▸ **WHAT IS NEEDED**
Which lines of the data include the string "controls"? List them all.

(MATERIAL PROVIDED begins)

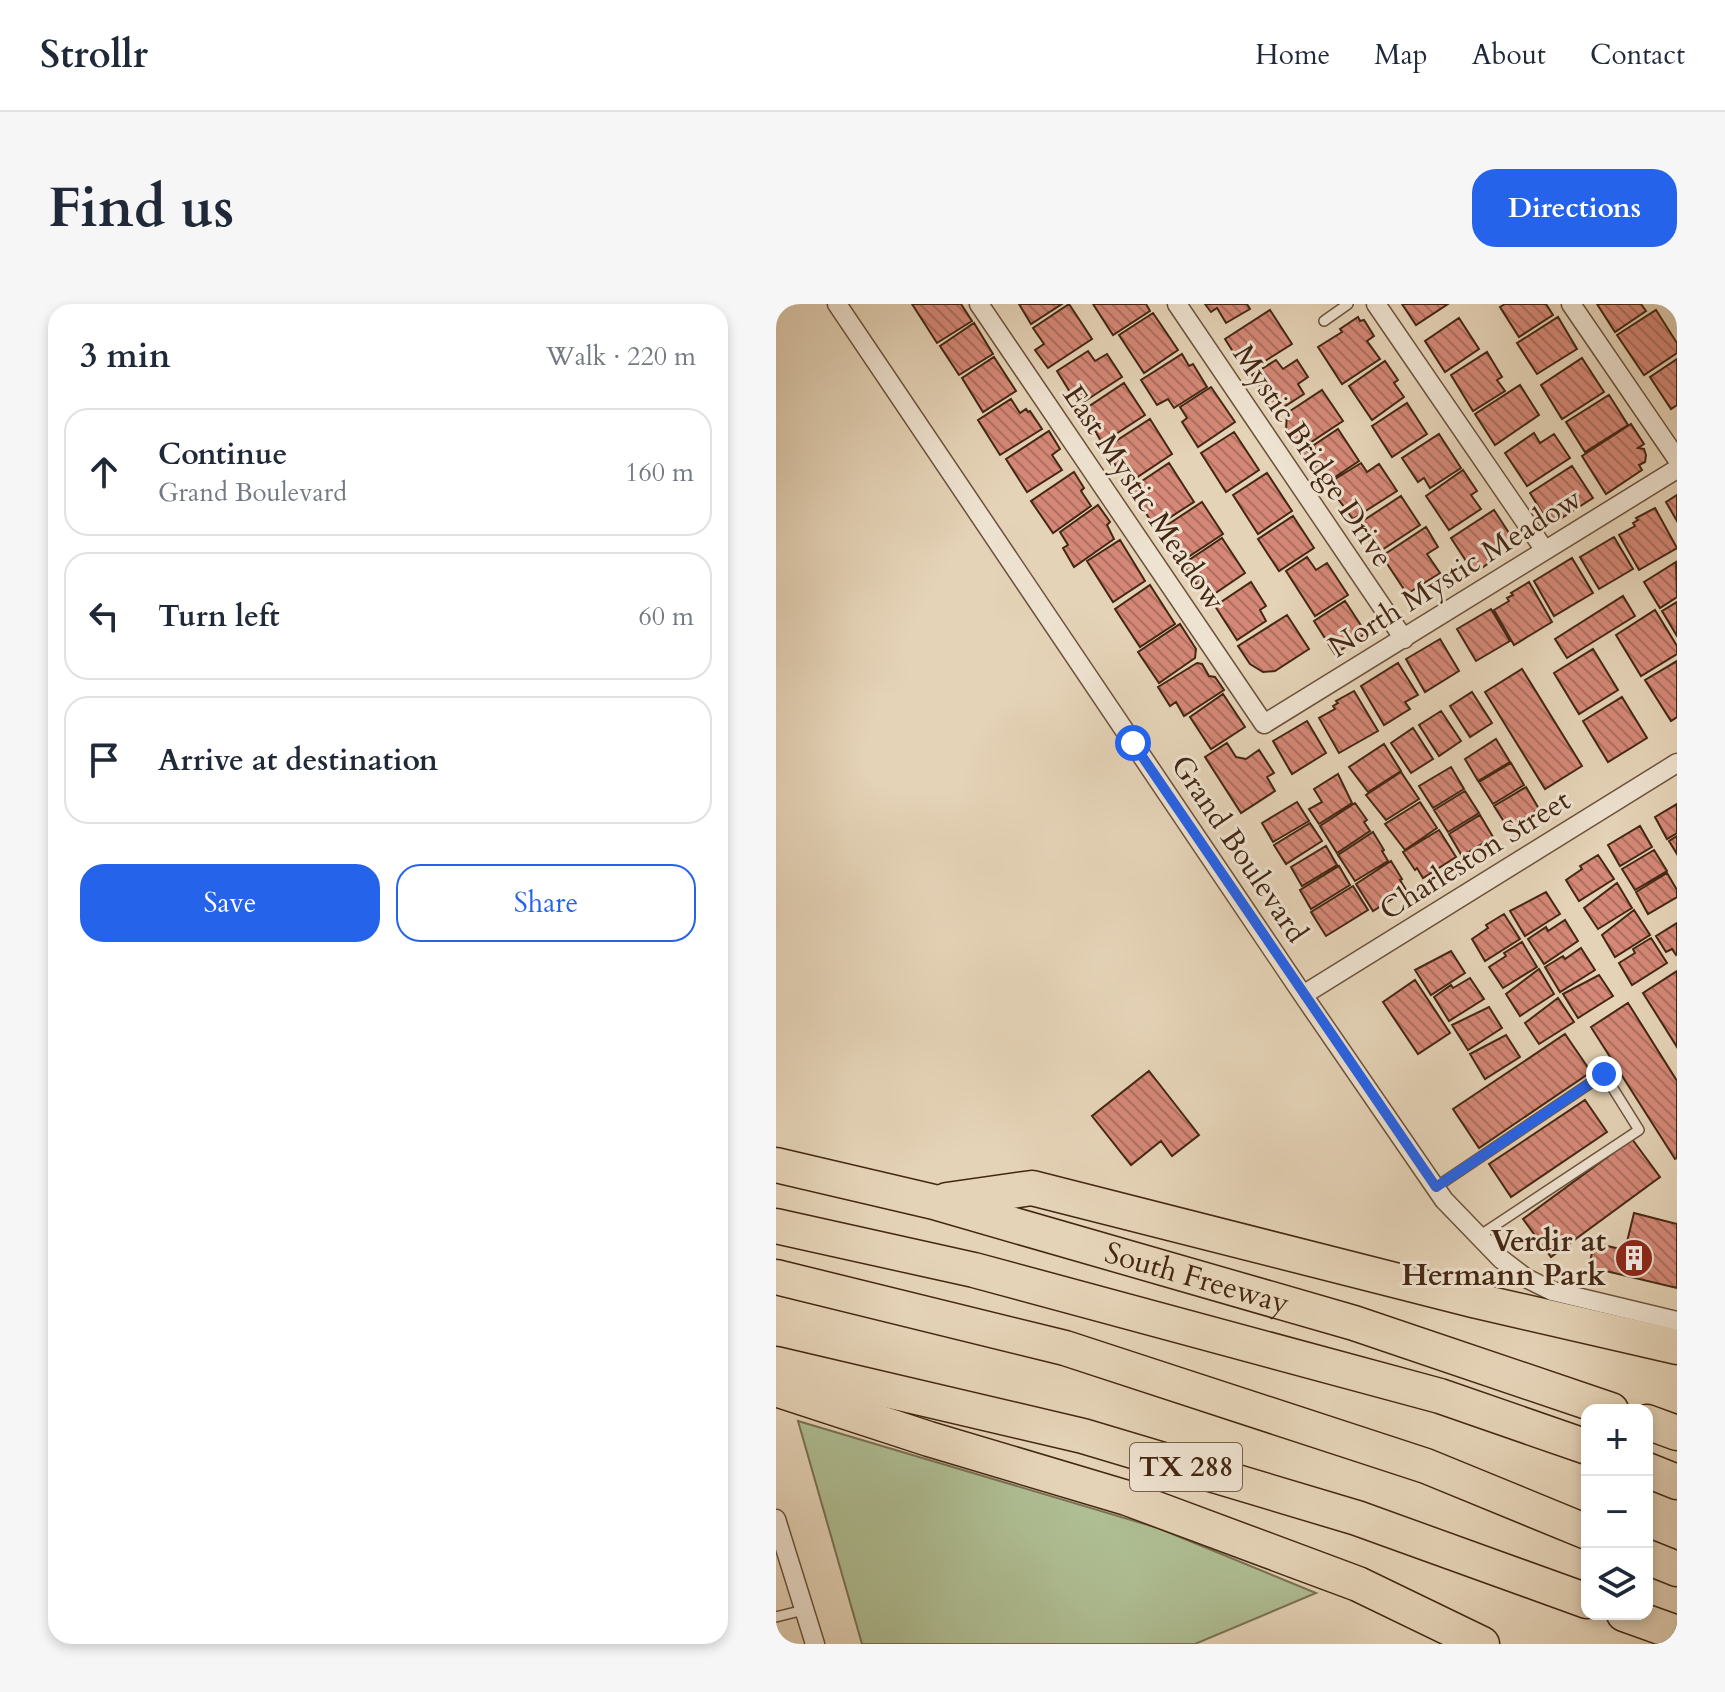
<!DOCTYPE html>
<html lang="en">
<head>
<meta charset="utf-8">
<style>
  :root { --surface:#fff; --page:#f6f6f7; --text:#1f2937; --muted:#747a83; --line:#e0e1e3; --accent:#2563eb }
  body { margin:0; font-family:Cardo,serif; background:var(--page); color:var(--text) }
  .controls { position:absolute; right:24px; bottom:24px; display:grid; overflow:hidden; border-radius:16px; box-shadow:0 4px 12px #0003 }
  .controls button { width:72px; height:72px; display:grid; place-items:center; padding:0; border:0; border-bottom:2px solid var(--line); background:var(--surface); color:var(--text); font:40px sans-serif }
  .stop { position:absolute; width:24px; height:24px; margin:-18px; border:6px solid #2563eb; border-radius:50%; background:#fff }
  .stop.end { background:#2563eb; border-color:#fff; box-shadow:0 2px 8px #0008 }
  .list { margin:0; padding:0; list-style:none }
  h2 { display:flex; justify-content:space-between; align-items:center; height:104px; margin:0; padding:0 32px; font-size:34px }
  h2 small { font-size:26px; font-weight:400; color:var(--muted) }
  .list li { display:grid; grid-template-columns:52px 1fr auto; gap:24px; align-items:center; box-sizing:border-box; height:128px; margin:0 16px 16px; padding:0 16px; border:2px solid var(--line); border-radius:24px }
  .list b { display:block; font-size:30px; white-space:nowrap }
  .list p { margin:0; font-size:26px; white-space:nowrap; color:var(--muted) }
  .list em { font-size:26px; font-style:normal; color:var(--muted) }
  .actions { display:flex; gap:16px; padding:24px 32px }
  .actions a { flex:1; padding:18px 0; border:2px solid var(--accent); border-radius:24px; text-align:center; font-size:28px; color:var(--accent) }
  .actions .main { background:var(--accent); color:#fff }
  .icon { flex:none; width:44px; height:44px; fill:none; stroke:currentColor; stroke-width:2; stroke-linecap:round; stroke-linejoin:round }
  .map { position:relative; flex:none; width:901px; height:1340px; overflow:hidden; border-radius:24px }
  header { display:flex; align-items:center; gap:48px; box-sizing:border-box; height:112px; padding:0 40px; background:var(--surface); border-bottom:2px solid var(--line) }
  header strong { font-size:38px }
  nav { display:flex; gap:44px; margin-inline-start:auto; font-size:28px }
  .intro { display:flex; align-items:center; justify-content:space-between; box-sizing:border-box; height:192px; padding:0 48px }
  h1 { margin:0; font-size:56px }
  .button { padding:20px 36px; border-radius:24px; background:var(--accent); color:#fff; font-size:28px; font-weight:700 }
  main { display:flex; gap:48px; padding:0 48px }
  aside { flex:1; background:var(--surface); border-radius:24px; box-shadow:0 4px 12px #0003 }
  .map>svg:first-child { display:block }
  .pitch { fill:#afbe93; stroke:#7a7253; stroke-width:2 }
  .building { fill:url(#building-back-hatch); stroke:#442713; stroke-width:2 }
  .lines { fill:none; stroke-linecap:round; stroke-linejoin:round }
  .lane-casing { stroke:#6c523c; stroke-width:12 }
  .street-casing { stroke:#6c523c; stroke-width:21 }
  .highway-casing { stroke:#442713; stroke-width:37 }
  .lane { stroke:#eee2d0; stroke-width:9 }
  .street { stroke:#eee2d0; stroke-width:18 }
  .highway { stroke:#e5d3b7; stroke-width:34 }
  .route { stroke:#2563eb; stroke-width:10 }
  .labels { text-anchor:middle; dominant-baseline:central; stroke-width:6; stroke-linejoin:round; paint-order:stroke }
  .shield { fill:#eee2d0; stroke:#775f4c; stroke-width:2 }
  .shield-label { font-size:28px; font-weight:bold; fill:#442713 }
  .street-label { font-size:30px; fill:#442713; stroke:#eee2d0 }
  .poi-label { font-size:30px; font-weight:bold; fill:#442713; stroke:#eee2d0; text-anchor:end }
</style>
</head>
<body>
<header>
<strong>Strollr</strong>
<nav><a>Home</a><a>Map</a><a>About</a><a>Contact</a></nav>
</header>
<div class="intro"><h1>Find us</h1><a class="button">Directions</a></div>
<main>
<aside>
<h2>3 min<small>Walk · 220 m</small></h2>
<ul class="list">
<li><svg class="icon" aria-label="ahead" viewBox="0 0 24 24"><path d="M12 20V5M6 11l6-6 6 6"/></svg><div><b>Continue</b><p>Grand Boulevard</p></div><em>160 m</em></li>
<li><svg class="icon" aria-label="left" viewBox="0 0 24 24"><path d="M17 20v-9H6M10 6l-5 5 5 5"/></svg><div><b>Turn left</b></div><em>60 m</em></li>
<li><svg class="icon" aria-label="arrive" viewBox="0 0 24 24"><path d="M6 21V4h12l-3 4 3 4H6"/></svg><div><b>Arrive at destination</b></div></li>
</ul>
<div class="actions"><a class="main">Save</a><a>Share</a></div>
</aside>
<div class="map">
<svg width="901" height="1340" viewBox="0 0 901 1340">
  <defs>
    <pattern id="building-back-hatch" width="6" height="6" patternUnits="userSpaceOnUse" patternTransform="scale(2)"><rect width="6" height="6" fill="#d58877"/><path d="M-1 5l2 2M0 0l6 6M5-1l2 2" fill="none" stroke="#ae6f60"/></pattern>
  </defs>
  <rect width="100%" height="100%" fill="#e5d3b7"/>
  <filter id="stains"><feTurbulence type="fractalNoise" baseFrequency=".0025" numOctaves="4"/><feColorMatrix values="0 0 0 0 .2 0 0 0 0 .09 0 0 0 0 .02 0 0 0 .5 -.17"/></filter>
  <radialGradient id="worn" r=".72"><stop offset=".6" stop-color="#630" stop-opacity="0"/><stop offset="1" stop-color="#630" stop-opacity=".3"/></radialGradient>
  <path class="pitch" d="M22 1117 382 1224 540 1289 419 1340H86Z"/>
  <path class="building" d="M136 0H185L196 17 161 39Z
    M243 0H286L255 20Z
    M293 0 316 35 272 64 259 46 268 40 257 24Z
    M317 0H370L374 7 337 31Z
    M429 0H471L474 5 450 19 441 4 435 8Z
    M626 0H672L640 21Z
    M729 0H770L777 11 743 33 724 3Z
    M821 0H865L870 7 839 28Z
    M494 6 516 40 478 64 468 50 461 54 449 35Z
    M880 6 901 39V49L868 71 841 31Z
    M377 9 402 46 368 69 343 31Z
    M582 13 584 17 588 16 598 32 591 37 604 55 566 80 542 43 566 28 564 25Z
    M782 13 801 45 761 70 741 39Z
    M683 14 703 45 669 68 649 37Z
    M198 19 217 50 183 71 164 42Z
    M312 47 319 57 331 50 346 73 306 99 297 86 294 88 281 67Z
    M711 48 726 73 721 76 729 87 697 107 675 71Z
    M406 50 413 62 417 60 431 83 398 104 392 95 381 101 365 76Z
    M218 53 240 87 207 108 186 74Z
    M806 54 828 88 786 115 765 81Z
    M901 55V101L895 105 874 73Z
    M500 56 507 65 521 56 532 73 522 80 528 90 500 108 476 71Z
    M609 57 622 76 618 79 628 93 596 116 573 82Z
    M348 79 369 111 326 139 309 109 312 103Z
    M744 81 763 111 719 141 699 110Z
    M435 83 459 118 422 143 406 118 411 114 404 103Z
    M546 86 567 117 523 146 510 126 511 109Z
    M833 91 852 121 809 148 790 118Z
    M235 95 244 109 250 105 252 108 254 107 266 125 224 151 202 116Z
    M631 99 651 130 616 153 596 122Z
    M374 115 396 150 360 174 350 158 341 164 329 144Z
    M855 120 868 140 862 144 868 145 870 151 869 158 863 161 866 166 830 190 806 152Z
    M562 125 583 157 547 181 526 149Z
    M273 127 284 145 276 151 286 166 251 188 230 155Z
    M458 128 483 166 450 188 425 149Z
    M758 129 764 139 778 130 794 154 751 182 729 149Z
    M663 130 685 164 654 184 648 174 642 178 626 154Z
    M393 159 418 198 379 223 354 185Z
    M585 159 591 168 603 160 621 187 577 215 551 180Z
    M796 162 817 194 781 217 769 213 754 189Z
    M687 166 701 187 695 191 705 205 673 226 650 192Z
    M298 168 308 184 305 187 315 202 277 229 255 197Z
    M491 169 516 207 482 230 457 191Z
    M901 191V217L890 198Z
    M625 192 644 221 601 249 582 220Z
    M426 198 447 230 403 259 382 227Z
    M322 201 334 218 331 221 338 235 298 263 287 244 292 241 284 228Z
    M879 204 901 244 863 266 843 231 859 222 857 219 862 216 860 214Z
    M718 206 735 232V238L725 251 698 269 675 234Z
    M517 212 538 244 503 267 482 235Z
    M650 223 662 243 651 250 664 269 631 290 606 252Z
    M838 233 857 265 823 285 804 253Z
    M446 234 469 269 438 290 429 276 421 281 407 260Z
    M344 236 369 277 337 298 311 257Z
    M531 253 540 266 551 259 572 291 539 312 510 267Z
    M796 254 817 289 778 312 758 277Z
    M900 258 901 293 884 304 868 278Z
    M475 278 490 302 484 306 490 317 461 336 439 302Z
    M753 278 776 318 738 341 718 306 733 297 731 294 737 291 735 289Z
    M374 281 399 320 364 343 339 305Z
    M847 292 859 312 791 354 779 335Z
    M569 297 590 329 559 350 538 317Z
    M901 298V332L886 307Z
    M715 305 734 337 700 357 681 325Z
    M879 306 901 342V350L865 372 840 331Z
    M511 311 533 345 499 367 487 368 474 360 462 342Z
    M404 320 420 345 419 354 383 379 362 348Z
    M664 335 683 367 649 388 630 355Z
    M817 345 842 386 803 410 778 369Z
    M901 357V413L895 417 869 376Z
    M421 359 426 360 433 372 439 373 448 386 408 412 400 398 394 402 382 383Z
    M622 359 642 391 629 398 634 405 608 421 585 382Z
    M746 365 806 462 769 485 709 388Z
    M578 387 602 427 563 449 543 414 559 405 557 402 562 399 560 397Z
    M696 388 716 419 694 433 674 402Z
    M447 390 469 423 435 445 414 413Z
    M846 393 871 434 832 458 807 417Z
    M665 407 685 437 663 452 643 421Z
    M531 417 550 449 516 470 497 437Z
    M637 424 657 455 635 469 615 439Z
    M720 435 734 458 702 477 689 455Z
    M451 439 460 453 470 455 483 446 498 469 491 473 499 487 465 509 429 453Z
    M608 440 625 467 592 488 573 463Z
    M735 459 748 481 717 500 703 478Z
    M675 463 688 485 657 504 643 482Z
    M625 468 643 495 610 516 590 491Z
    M562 470 576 499 543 520 533 505 546 498 538 485Z
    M750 483 763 505 732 524 718 502Z
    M689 487 703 509 672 528 658 506Z
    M521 498 533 517 497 538 486 519Z
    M644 498 661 524 629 546 609 520Z
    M579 499 591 516 588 518 594 527 561 549 544 522Z
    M901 500V529L891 535 879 513Z
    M704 511 717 533 686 552 673 530Z
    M534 519 546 537 510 560 498 541Z
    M864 522 876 543 844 562 832 541Z
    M663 526 680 553 647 574 641 564 639 566 627 548Z
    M597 528 608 546 606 547 612 557 579 577 562 551Z
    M901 532V550L893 537Z
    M550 542 561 561 526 582 515 563Z
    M878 546 891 567 859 586 846 565Z
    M822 551 838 575 803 597 790 576 806 565 804 562Z
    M615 557 626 575 624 576 630 586 597 607 580 580Z
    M563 562 574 581 535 605 524 586Z
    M891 569 901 586V593L872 610 860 588Z
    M841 579 856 604 822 625 808 604Z
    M577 582 592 606 550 632 535 608Z
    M770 588 784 610 749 632 734 607Z
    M858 606 874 631 839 653 826 631Z
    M728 610 744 635 709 657 696 635 712 624 710 621Z
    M789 616 802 637 768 660 752 635 770 623 772 627Z
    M901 619V650L900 651 896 645 890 648 880 632Z
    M875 634 891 659 856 681 843 659 859 649 857 645Z
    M746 638 761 663 727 684 713 663 730 652 728 649Z
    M805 644 819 666 784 688 769 663 787 652 789 655Z
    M675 647 689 669 655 691 639 666Z
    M763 665 778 690 744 712 730 690Z
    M901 667V743L867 689Z
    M823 671 837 692 802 714 787 690Z
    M694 674 708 695 673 717 658 693 675 681 677 684Z
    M639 676 674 729 642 750 607 698Z
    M782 694 798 718 763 740 749 719Z
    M852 699 901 777V854L899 855 815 723Z
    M713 703 726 724 692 746 676 721Z
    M789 730 815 768 703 844 677 805Z
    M730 731 744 753 709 775 694 750Z
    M373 767 423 831 396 852 385 837 355 861 316 812Z
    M809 796 831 828 735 893 713 860Z
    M856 835 884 873 775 953 747 915Z
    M858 909 901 920V984L813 963 818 939 849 946Z"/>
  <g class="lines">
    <g class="lane-casing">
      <path id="lane" d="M548 17 572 0
        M660 883 828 770 863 826 703 932
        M0 1313 28 1306"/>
    </g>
    <g class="street-casing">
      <path id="street" d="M61 0 527 691 668 896 725 955 750 974 776 987 901 1017
        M203 0 488 420 901 165
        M401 0 628 335
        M600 0 768 245
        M795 0 901 155
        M527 691 901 459
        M0 1215 39 1340"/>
    </g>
    <g class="highway-casing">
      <g id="highway">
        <path id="s1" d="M0 861 158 898 578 1019 835 1106"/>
        <path d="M171 896 256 884 701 997 901 1043"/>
        <path d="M0 922 198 966 664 1092 811 1143"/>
        <path d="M0 973 289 1044 650 1162 811 1228"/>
        <path d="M0 1060 307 1132 581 1214 811 1297"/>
        <path d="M0 1085 153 1135 351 1194 582 1280 706 1340"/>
        <path d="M871 1118 901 1129"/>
        <path d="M871 1166 901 1178"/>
        <path d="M871 1253 901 1265"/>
        <path d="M848 1310 901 1329"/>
      </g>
    </g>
    <use href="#lane" class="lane"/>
    <use href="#street" class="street"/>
    <use href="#highway" class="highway"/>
  </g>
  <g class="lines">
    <path class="route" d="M357 439 660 883 828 770"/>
  </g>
  <defs>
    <g id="building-disc" transform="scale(2)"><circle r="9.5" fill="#8f2418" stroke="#eee2d0"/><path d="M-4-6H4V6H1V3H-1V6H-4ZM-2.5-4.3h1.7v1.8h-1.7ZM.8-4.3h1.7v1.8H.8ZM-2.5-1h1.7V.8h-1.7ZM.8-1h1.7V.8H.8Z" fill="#fff"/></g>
  </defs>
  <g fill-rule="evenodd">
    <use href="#building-disc" x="858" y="954"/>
  </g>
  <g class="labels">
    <rect class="shield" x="354" y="1139" width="112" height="48" rx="6"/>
    <g class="shield-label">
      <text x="410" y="1163">TX 288</text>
    </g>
    <g class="street-label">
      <text transform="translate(537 152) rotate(56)">Mystic Bridge Drive</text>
      <text transform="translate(368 194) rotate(56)">East Mystic Meadow</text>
      <text transform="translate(679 269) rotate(-32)">North Mystic Meadow</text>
      <text transform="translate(463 545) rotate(56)">Grand Boulevard</text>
      <text transform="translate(699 551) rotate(-32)">Charleston Street</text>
      <text stroke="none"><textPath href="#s1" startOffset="436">South Freeway</textPath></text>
    </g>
    <g class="poi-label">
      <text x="830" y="937">Verdir at<tspan x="830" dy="34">Hermann Park</tspan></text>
    </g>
  </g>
  <rect width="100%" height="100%" filter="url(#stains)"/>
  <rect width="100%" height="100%" fill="url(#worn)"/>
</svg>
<div class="controls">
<button>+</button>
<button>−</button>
<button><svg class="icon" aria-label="layers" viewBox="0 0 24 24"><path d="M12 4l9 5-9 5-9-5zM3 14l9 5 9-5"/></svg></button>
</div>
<div class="stop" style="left:357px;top:439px"></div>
<div class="stop end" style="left:828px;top:770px"></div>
</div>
</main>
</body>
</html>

(MATERIAL PROVIDED ends)

▸ **EXERCISE ANSWER**
  .controls { position:absolute; right:24px; bottom:24px; display:grid; overflow:hidden; border-radius:16px; box-shadow:0 4px 12px #0003 }
  .controls button { width:72px; height:72px; display:grid; place-items:center; padding:0; border:0; border-bottom:2px solid var(--line); background:var(--surface); color:var(--text); font:40px sans-serif }
<div class="controls">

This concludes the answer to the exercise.